-- RECORDS PROVIDED follows --
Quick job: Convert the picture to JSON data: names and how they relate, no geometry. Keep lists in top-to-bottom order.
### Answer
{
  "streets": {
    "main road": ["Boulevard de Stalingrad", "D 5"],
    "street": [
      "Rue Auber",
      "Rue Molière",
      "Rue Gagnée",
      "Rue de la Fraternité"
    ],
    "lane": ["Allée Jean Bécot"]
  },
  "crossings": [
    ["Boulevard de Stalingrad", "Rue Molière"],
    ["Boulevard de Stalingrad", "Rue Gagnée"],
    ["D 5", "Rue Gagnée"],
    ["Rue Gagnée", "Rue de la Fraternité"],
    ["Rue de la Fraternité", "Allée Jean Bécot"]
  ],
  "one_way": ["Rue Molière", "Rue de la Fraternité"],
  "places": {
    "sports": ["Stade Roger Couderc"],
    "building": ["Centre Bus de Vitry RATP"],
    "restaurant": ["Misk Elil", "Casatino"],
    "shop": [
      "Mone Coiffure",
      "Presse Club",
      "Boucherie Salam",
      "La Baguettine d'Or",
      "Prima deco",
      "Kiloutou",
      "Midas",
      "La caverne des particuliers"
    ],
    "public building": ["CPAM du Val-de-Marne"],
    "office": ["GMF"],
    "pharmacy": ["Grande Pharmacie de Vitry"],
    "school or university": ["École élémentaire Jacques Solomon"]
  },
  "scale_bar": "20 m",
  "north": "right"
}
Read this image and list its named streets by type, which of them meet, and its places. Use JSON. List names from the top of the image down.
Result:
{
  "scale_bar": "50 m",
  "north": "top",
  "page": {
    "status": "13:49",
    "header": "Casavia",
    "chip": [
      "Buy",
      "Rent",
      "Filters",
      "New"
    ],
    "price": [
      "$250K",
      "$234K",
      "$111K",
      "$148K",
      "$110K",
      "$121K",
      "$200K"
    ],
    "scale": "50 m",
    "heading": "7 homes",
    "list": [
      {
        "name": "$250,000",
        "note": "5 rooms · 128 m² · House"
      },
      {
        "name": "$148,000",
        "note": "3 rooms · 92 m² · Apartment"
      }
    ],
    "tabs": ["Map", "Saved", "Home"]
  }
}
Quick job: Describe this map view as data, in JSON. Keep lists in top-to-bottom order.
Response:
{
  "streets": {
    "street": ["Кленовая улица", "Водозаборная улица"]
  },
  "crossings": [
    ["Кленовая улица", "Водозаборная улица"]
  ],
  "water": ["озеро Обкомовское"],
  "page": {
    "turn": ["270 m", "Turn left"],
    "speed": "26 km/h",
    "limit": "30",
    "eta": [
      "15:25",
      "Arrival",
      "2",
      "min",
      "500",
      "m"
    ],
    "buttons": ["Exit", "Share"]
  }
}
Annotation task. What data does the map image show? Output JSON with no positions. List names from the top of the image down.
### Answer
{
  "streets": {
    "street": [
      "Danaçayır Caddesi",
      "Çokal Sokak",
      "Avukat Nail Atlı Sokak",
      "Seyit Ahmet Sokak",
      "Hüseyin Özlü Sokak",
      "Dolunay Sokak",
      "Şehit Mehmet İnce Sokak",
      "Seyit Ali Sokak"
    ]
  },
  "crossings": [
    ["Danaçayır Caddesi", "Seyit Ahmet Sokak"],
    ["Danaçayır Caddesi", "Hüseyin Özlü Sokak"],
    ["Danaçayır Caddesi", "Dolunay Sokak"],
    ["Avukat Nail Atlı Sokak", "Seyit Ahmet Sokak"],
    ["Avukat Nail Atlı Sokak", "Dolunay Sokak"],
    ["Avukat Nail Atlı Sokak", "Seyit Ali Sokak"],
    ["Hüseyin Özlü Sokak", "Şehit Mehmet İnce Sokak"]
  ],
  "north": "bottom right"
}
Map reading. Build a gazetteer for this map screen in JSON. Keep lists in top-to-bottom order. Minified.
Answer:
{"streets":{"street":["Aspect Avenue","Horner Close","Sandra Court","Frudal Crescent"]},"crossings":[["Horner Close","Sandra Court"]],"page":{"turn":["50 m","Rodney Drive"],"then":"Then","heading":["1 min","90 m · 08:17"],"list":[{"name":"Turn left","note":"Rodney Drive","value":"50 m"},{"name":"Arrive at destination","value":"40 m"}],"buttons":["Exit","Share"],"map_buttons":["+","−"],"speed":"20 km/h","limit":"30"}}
-- RECORDS PROVIDED concluded --
» **ABOUT THIS TASK**
Look through the data above for lines holding the word "names". State how many there are and nothing else.

» **ANSWER BOX**
3